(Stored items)
::::
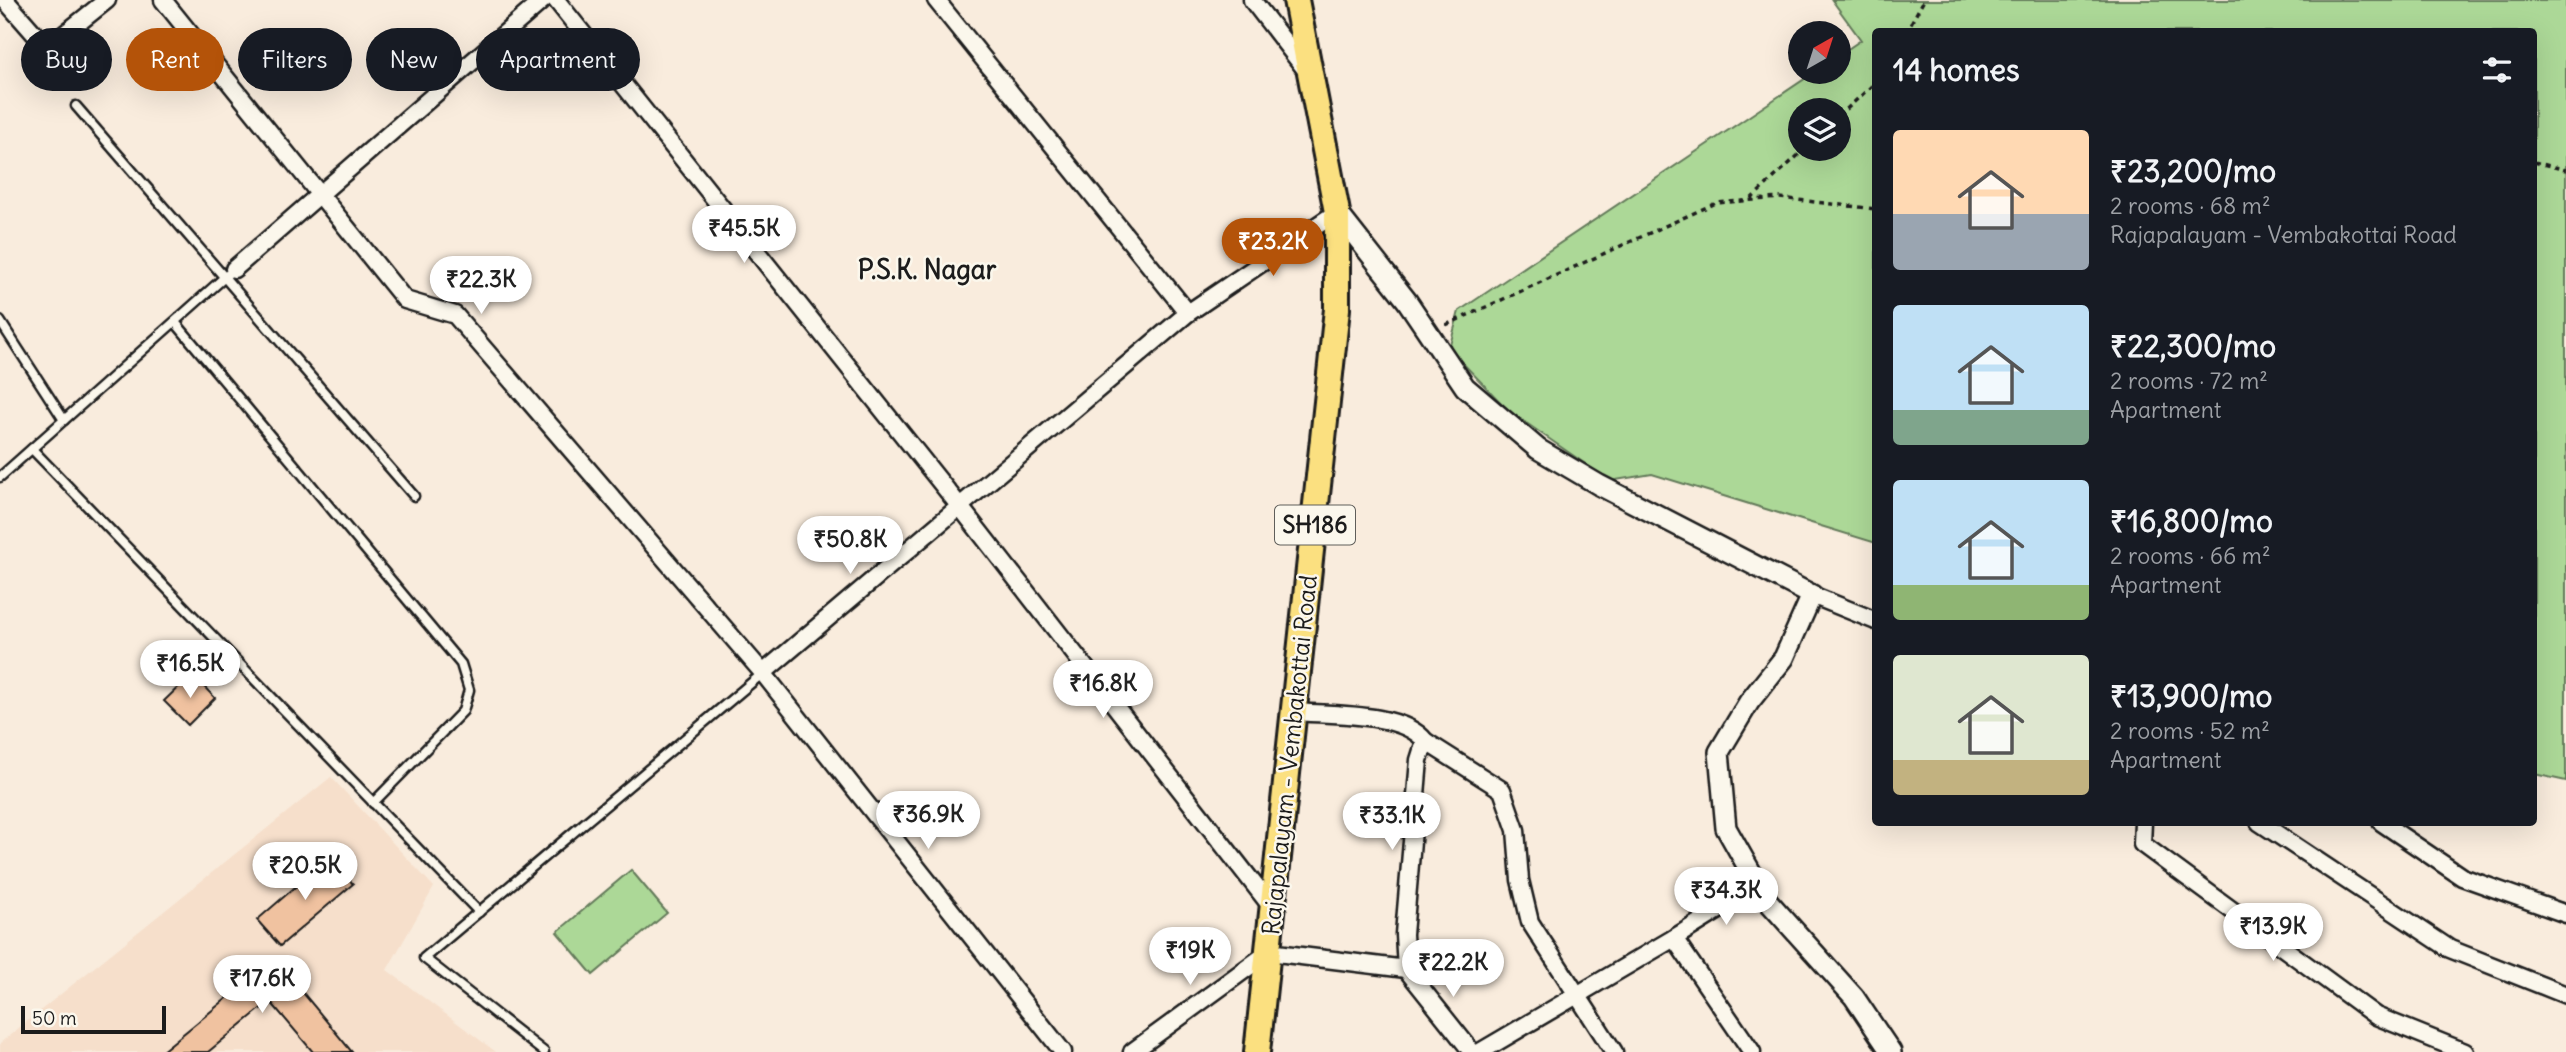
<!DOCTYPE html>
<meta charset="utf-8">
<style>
:root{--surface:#171b24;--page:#20242c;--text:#f1f3f6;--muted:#9ea1a6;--accent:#b45309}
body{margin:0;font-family:Delius,sans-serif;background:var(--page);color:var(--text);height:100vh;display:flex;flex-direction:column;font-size:26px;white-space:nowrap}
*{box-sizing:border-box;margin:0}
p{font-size:23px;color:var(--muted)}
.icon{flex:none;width:38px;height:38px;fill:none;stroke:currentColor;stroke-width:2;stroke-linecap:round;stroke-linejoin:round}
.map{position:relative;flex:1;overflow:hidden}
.side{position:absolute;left:1872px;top:28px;width:665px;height:798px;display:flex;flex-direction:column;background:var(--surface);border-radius:7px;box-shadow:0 7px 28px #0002}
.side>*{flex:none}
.top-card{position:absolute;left:21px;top:28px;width:665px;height:63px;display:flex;gap:14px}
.needle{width:46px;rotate:39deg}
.tools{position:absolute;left:1788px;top:21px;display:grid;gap:14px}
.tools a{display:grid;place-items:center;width:63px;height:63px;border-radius:50%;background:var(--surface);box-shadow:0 7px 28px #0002;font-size:35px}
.scale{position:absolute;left:21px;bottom:18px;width:145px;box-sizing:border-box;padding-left:7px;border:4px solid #1c1c1c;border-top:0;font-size:19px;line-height:24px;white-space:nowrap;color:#1c1c1c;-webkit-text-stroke:5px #fbf7ec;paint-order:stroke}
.price{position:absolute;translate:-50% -60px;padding:0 16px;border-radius:24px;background:#fff;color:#222;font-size:23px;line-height:46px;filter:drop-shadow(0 2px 4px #0008)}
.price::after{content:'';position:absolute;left:50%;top:42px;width:21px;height:16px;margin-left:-10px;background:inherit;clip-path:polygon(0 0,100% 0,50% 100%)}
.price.active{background:var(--accent);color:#fff}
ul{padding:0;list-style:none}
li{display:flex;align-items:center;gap:21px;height:175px;padding:0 21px}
li span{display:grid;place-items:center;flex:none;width:196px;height:140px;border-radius:7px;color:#555}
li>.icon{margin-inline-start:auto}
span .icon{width:84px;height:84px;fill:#fffc;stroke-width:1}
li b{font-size:30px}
h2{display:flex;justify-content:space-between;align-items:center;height:84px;padding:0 21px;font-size:30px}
.pill{padding:0 24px;border-radius:32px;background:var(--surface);box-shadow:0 7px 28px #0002;font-size:24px;line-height:63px}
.pill.active{background:var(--accent);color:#fff}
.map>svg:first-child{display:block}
.built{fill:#f6dfcb}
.green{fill:#acd897;stroke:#647a5a;stroke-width:2;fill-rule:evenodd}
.building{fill:#f0c2a0;stroke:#1c1c1c;stroke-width:2}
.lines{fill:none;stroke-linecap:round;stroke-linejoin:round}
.service-casing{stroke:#1c1c1c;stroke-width:13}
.minor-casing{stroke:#1c1c1c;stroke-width:21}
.tertiary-casing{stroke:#1c1c1c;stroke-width:24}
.primary-casing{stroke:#1c1c1c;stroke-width:30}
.path{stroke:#1c1c1c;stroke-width:3.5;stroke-dasharray:5 5;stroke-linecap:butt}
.service{stroke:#fbf7ec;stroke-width:8}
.minor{stroke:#fbf7ec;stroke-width:16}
.tertiary{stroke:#fbf7ec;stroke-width:19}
.primary{stroke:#fbe080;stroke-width:24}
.labels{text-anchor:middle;stroke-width:5;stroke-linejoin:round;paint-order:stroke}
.shield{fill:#fbf7ec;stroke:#5f5e5a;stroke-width:2}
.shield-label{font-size:23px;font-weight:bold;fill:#1c1c1c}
.street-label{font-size:24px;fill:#1c1c1c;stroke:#fbf7ec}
.neighbourhood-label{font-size:26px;font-weight:bold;fill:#1c1c1c;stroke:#fbf7ec}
</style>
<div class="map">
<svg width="2566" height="1052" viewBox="0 0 2566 1052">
<rect width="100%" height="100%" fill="#f9ecdd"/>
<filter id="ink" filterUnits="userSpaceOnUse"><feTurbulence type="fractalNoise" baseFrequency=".0143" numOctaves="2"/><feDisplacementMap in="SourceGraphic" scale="14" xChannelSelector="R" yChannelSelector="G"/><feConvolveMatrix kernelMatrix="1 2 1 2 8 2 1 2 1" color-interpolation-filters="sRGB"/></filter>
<g filter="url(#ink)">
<path class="built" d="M331 777 434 887 387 970 496 1052H0V1043Z"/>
<g class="green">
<path d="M1832 0H2566V781L2534 774V32H1876V543L1652 474 1610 481 1509 411 1449 349 1459 311 1815 72H1839V55L1861 40ZM1801 110H1839V149H1801Z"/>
<path d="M631 870 667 913 593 975 557 932Z"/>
</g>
<g class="building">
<path d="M192 674 215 698 188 725 164 701Z"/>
<path d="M330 857 353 884 280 946 257 920Z"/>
<path d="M275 959 352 1052H313L270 1001 208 1052H161Z"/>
</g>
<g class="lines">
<g class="service-casing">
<g id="service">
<path d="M76 106 414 496"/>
<path d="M0 321 64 420"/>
<path d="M175 322 461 664 469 690 463 711 373 803"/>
<path d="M32 449 479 912"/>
<path d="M0 477 227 275"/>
<path d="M544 1052 424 958 763 673"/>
</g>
</g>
<g class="minor-casing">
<g id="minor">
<path d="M5 0 47 48 107 0"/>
<path d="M163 0 405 300 455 315 763 673 1063 1052"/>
<path d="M556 0 961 508 1274 910"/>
<path d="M1252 0 1306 70"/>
<path d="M234 269 543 0"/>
<path d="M1188 313 1337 212"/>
<path d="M1812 595 1876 621"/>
<path d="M763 673 1188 313 936 0"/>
<path d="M1295 712C1331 715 1403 712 1425 741L1502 790 1516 830 1520 880 1530 922 1614 1052"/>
<path d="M1425 741 1419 760 1404 934 1406 969 1472 1052"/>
<path d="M2143 822 2142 844 2376 1016 2465 1052"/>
<path d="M2259 822 2450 949 2566 995"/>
<path d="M2381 822 2462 877 2566 914"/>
<path d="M1674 938 1759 885"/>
<path d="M1132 1052 1269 952 1406 969"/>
<path d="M1480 1052 1674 938 1752 1052"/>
</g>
</g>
<g class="tertiary-casing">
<path id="tertiary" d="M1337 212 1407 301 1465 387 1538 449 1599 485 1812 595 1784 658 1749 702 1719 752 1726 828 1766 899 1854 997 1891 1052"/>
</g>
<g class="primary-casing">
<path id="primary" d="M1257 1052 1337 309V212L1296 0"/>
</g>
<g class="path">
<path d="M1906 32 1924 0"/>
<path d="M1839 116 1876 82"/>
<path d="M2534 162 2566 170"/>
<path d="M1751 199 1805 149"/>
<path d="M1446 325 1716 203 1780 198 1876 209"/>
</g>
<use href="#service" class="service"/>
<use href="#minor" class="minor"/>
<use href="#tertiary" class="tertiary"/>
<use href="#primary" class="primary"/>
</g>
</g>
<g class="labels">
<rect class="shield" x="1275" y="505.5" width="80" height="39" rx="5"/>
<g class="shield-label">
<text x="1315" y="533">SH186</text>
</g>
<g class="street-label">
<text transform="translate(1290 755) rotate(-84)" y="8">Rajapalayam - Vembakottai Road</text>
</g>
<g class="neighbourhood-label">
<text x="927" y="279">P.S.K. Nagar</text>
</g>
</g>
</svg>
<div class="tools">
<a><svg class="needle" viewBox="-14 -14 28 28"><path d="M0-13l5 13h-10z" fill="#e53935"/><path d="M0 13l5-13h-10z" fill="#9ea1a6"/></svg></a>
<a><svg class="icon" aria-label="layers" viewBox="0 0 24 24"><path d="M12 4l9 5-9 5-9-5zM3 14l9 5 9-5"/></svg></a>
</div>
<div class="scale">50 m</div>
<b class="price" style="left:744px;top:265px">₹45.5K</b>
<b class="price active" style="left:1273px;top:278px">₹23.2K</b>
<b class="price" style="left:481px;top:316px">₹22.3K</b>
<b class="price" style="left:850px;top:576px">₹50.8K</b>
<b class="price" style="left:190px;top:700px">₹16.5K</b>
<b class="price" style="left:1103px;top:720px">₹16.8K</b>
<b class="price" style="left:928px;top:851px">₹36.9K</b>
<b class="price" style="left:1392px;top:852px">₹33.1K</b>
<b class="price" style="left:305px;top:902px">₹20.5K</b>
<b class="price" style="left:1726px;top:927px">₹34.3K</b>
<b class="price" style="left:2273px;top:963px">₹13.9K</b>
<b class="price" style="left:1190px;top:987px">₹19K</b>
<b class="price" style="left:1453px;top:999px">₹22.2K</b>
<b class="price" style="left:262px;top:1015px">₹17.6K</b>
<div class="top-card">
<a class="pill">Buy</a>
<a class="pill active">Rent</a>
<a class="pill">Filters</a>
<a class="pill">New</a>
<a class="pill">Apartment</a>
</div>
<section class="side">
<h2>14 homes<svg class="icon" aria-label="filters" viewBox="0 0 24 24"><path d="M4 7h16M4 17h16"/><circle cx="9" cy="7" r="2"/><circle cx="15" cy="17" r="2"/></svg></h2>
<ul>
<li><span style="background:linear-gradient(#ffd9b3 60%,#9aa5b1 0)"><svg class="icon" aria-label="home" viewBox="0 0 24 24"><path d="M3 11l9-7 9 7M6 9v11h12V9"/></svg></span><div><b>₹23,200/mo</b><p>2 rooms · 68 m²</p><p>Rajapalayam - Vembakottai Road</p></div></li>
<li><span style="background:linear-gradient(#bfe0f5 75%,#7fa58c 0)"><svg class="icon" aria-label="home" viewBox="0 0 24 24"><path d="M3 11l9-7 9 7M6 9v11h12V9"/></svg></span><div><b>₹22,300/mo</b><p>2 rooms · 72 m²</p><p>Apartment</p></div></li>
<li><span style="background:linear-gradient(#bfe0f5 75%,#8fb573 0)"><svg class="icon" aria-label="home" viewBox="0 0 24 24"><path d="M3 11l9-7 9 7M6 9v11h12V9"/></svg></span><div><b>₹16,800/mo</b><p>2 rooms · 66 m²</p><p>Apartment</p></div></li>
<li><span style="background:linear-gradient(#dfe7d0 75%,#c2b280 0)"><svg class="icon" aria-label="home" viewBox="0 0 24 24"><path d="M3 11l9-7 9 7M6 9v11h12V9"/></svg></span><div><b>₹13,900/mo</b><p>2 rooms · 52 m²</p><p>Apartment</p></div></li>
</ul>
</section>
</div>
::::
## [Exercise aim]
Show a copy of each line from the data that includes the word "column".

## [Your solution]
body{margin:0;font-family:Delius,sans-serif;background:var(--page);color:var(--text);height:100vh;display:flex;flex-direction:column;font-size:26px;white-space:nowrap}
.side{position:absolute;left:1872px;top:28px;width:665px;height:798px;display:flex;flex-direction:column;background:var(--surface);border-radius:7px;box-shadow:0 7px 28px #0002}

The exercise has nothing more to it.